According to the Georgia Department of Transportation, work-zone crashes have shown a steady increase. Almost 21,000 crashes occurred in Georgia’s roadway job sites in 2017. Driver impairment and distraction were contributing causes for many of the incidents.

Crashes taking place in Georgia’s roadway work zones resulted in more than 7,000 injuries in 2017. In the most recent available yearly statistics, the Federal Highway Administration reported more than 35,000 injuries occurred in roadway job sites across the nation in 2015.

Steps toward worker and driver safety awareness

As noted by the U.S. Department of Labor and OSHA, the 20th annual Safety Stand Down took place in April during National Highway Work Zone Awareness Week. During the one-hour stand down, which took place at more than 1,400 job sites across the U.S., employers and their employees reviewed and discussed safety practices and the dangers faced by roadway workers.

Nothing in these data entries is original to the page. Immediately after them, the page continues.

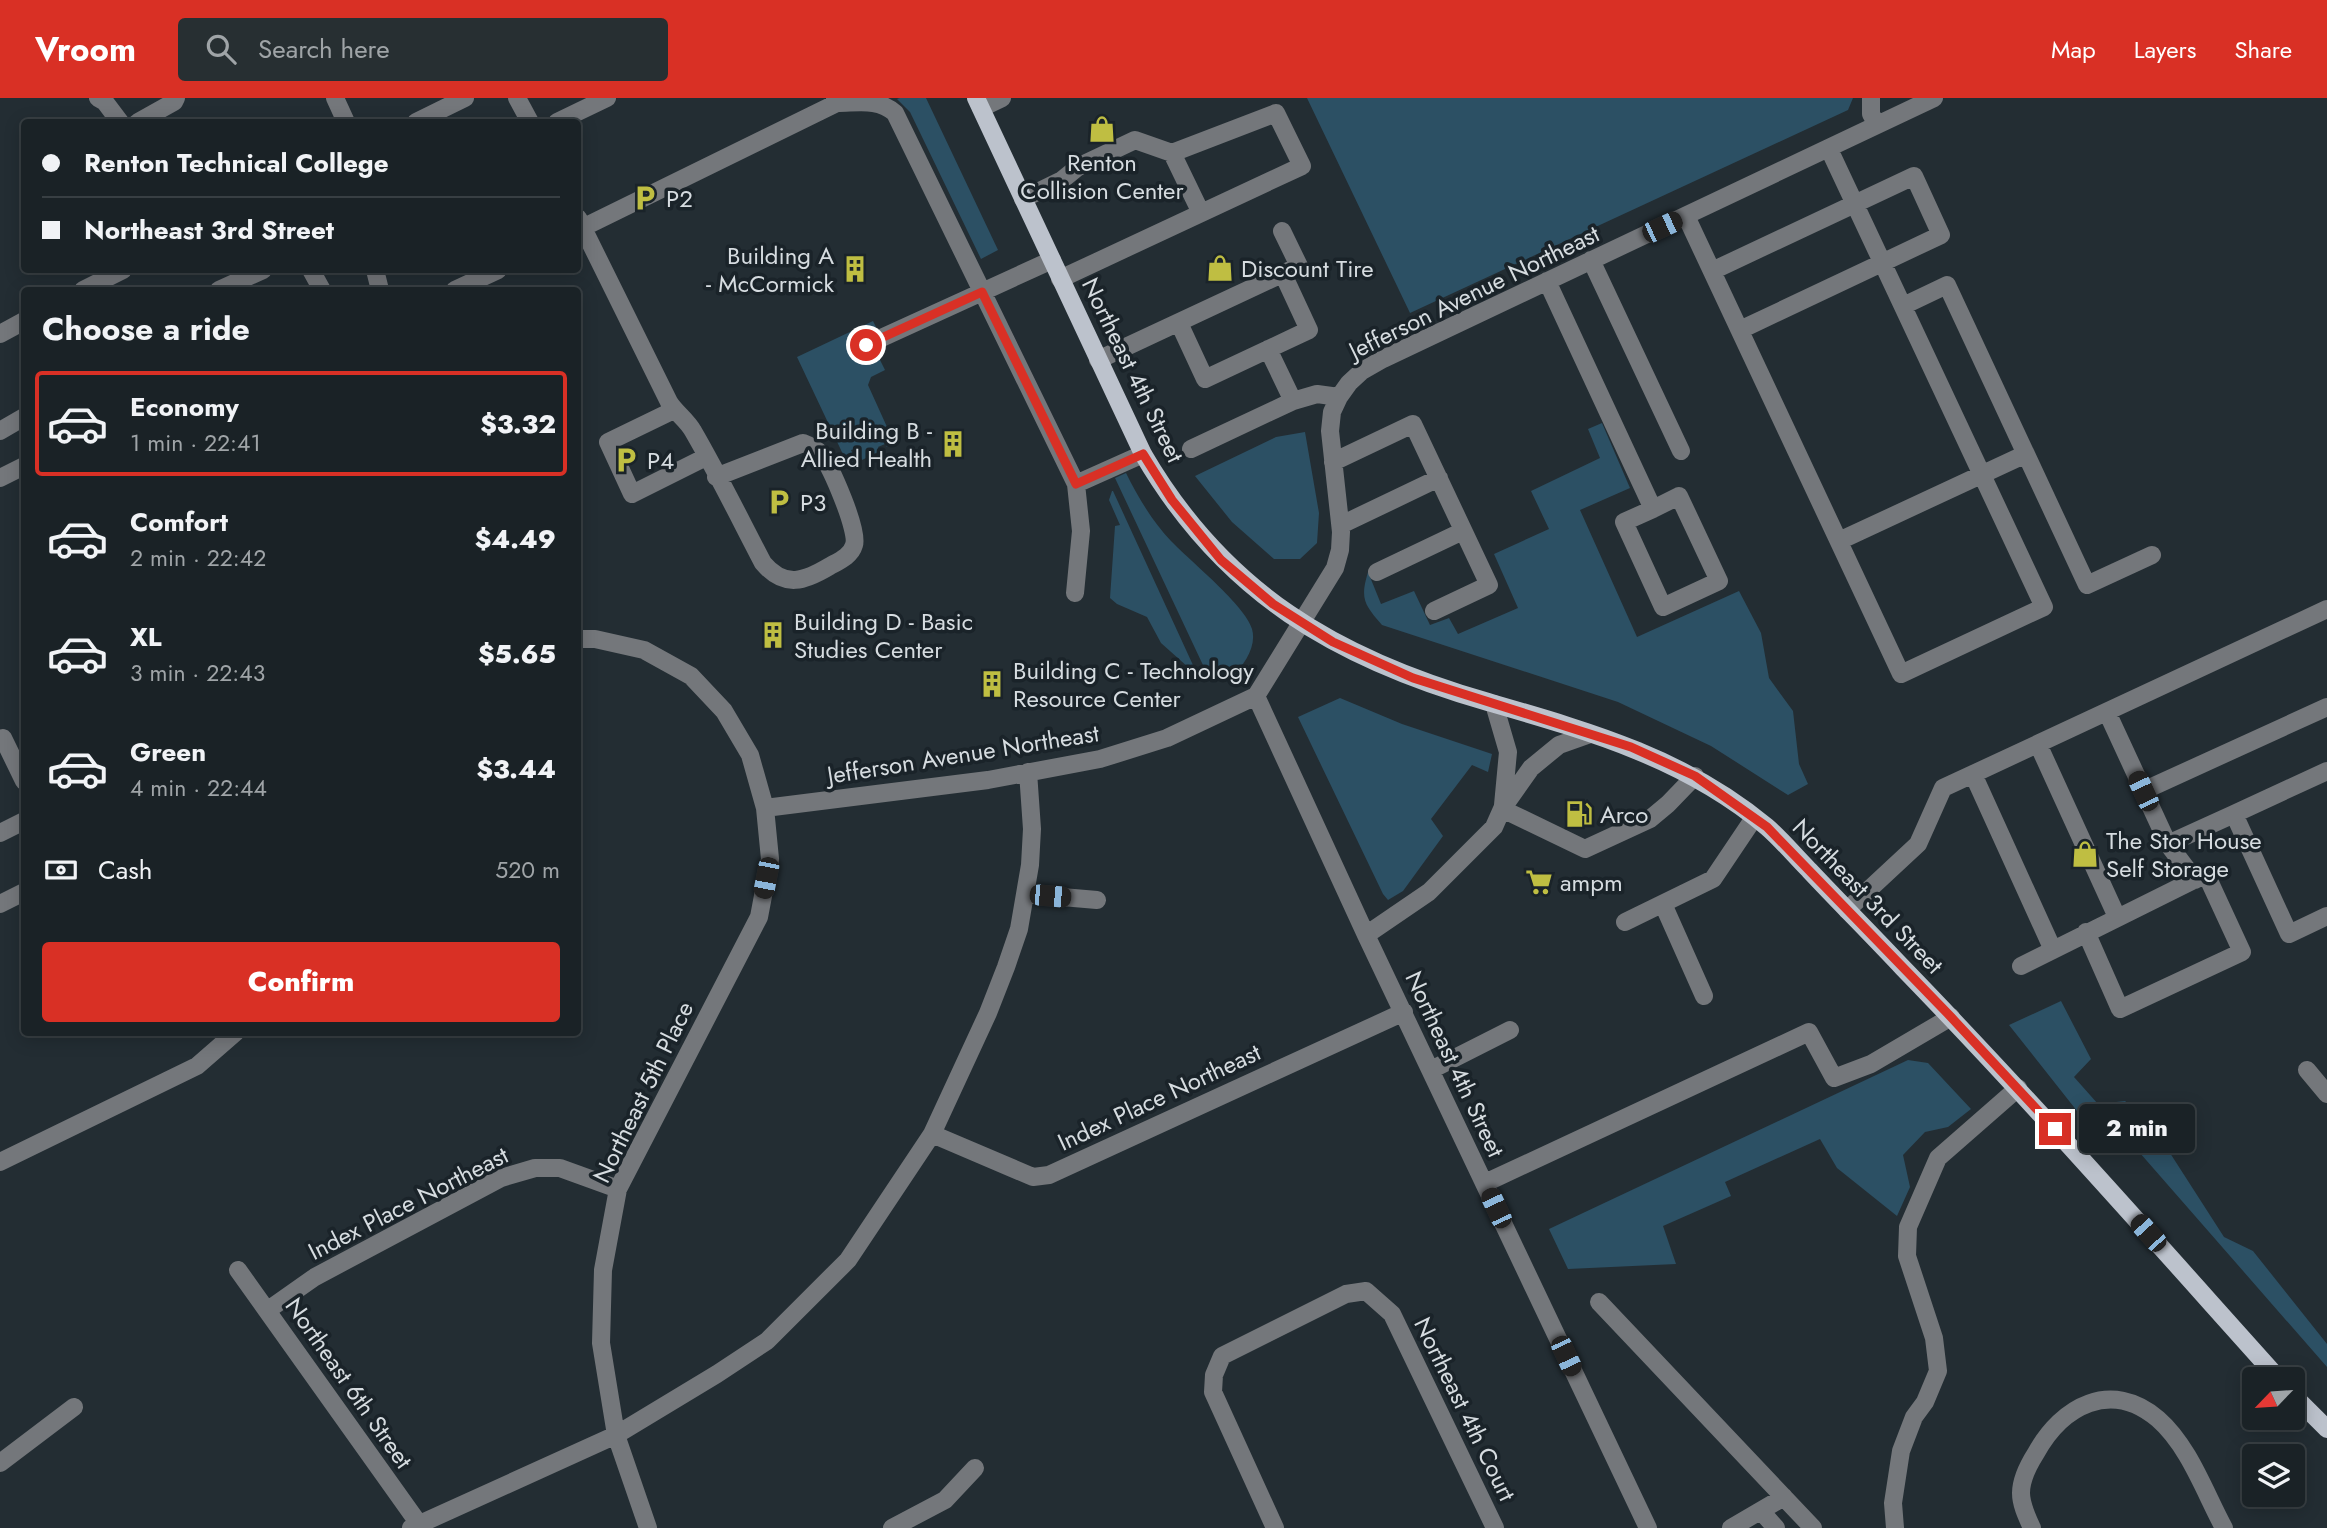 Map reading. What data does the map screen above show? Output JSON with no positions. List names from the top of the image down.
{
  "streets": {
    "main road": ["Northeast 4th Street", "Northeast 3rd Street"],
    "street": [
      "Jefferson Avenue Northeast",
      "Northeast 5th Place",
      "Index Place Northeast",
      "Northeast 6th Street",
      "Northeast 4th Court"
    ]
  },
  "crossings": [
    ["Jefferson Avenue Northeast", "Northeast 4th Street"],
    ["Jefferson Avenue Northeast", "Northeast 3rd Street"],
    ["Jefferson Avenue Northeast", "Northeast 5th Place"],
    ["Northeast 4th Street", "Northeast 3rd Street"],
    ["Northeast 4th Street", "Index Place Northeast"],
    ["Northeast 5th Place", "Index Place Northeast"],
    ["Index Place Northeast", "Northeast 6th Street"]
  ],
  "places": {
    "shop": ["Renton Collision Center", "Discount Tire", "The Stor House Self Storage"],
    "parking": ["P2", "P4", "P3"],
    "building": [
      "Building A - McCormick",
      "Building B - Allied Health",
      "Building D - Basic Studies Center",
      "Building C - Technology Resource Center"
    ],
    "fuel station": ["Arco"],
    "supermarket": ["ampm"]
  },
  "north": "bottom left",
  "page": {
    "header": "Vroom",
    "search": "Search here",
    "nav": ["Map", "Layers", "Share"],
    "banner": ["Renton Technical College", "Northeast 3rd Street"],
    "heading": "Choose a ride",
    "list": [
      {
        "name": "Economy",
        "note": "1 min · 22:41",
        "value": "$3.32"
      },
      {
        "name": "Comfort",
        "note": "2 min · 22:42",
        "value": "$4.49"
      },
      {
        "name": "XL",
        "note": "3 min · 22:43",
        "value": "$5.65"
      },
      {
        "name": "Green",
        "note": "4 min · 22:44",
        "value": "$3.44"
      }
    ],
    "pay": ["Cash", "520 m"],
    "buttons": "Confirm",
    "bubble": "2 min"
  }
}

As noted on the Georgia Governor’s Office of Highway Safety web page, the Peach State enacted its Move Over Law in response to reports showing passing traffic can hit parked emergency vehicles even when the emergency lights are flashing. The law requires drivers in the lane next to the shoulder who are approaching any roadway or emergency workers or their parked vehicles to move over one lane. When not possible, drivers must be ready to stop their vehicles and also reduce their speed to below the posted limit.

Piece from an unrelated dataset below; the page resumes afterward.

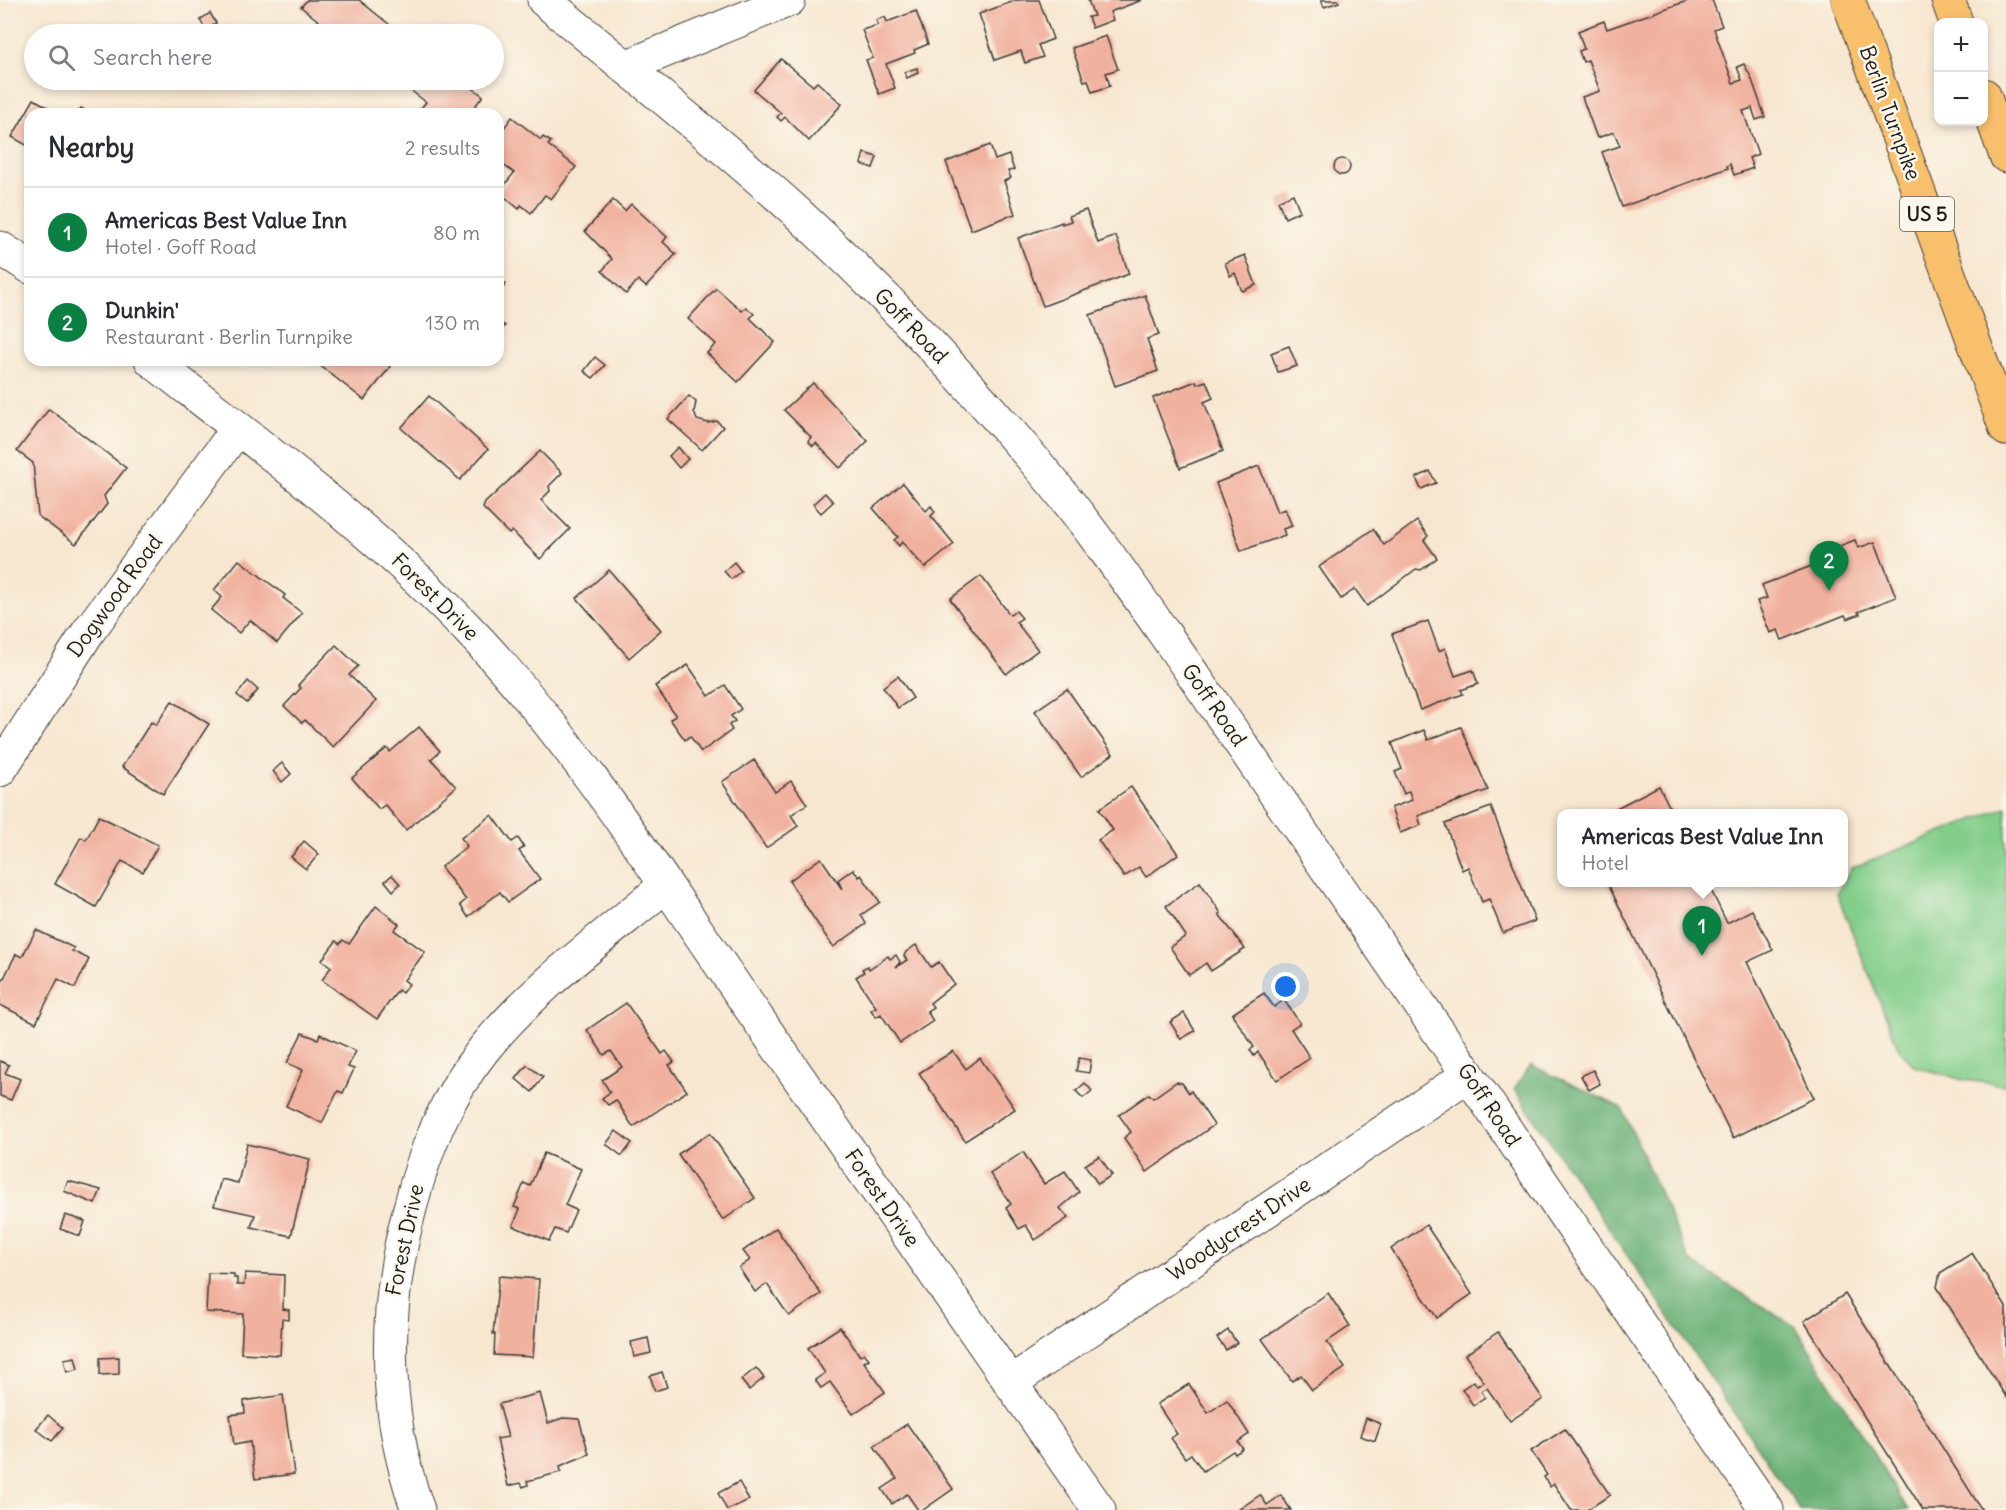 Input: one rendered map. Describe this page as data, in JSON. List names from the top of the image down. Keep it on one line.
{"streets":{"highway":["Berlin Turnpike","US 5"],"street":["Goff Road","Dogwood Road","Forest Drive","Woodycrest Drive"]},"crossings":[["Goff Road","Woodycrest Drive"],["Dogwood Road","Forest Drive"],["Forest Drive","Woodycrest Drive"]],"page":{"map_buttons":["+","−"],"search":"Search here","heading":["Nearby","2 results"],"list":[{"mark":"1","name":"Americas Best Value Inn","note":"Hotel · Goff Road","value":"80 m"},{"mark":"2","name":"Dunkin'","note":"Restaurant · Berlin Turnpike","value":"130 m"}],"pins":["2","1"],"popup":["Americas Best Value Inn","Hotel"]}}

Workers’ compensation for on-the-job roadway injuries

Georgia roadway workers injured while on the job may receive compensation for their medical expenses and lost wages. The workers’ comp insurance plan covers a wide range of injuries and illnesses as long as they are job-related. Although workers’ comp issues can become complicated, there are approaches to filing a complex claim that may allow for full compensation.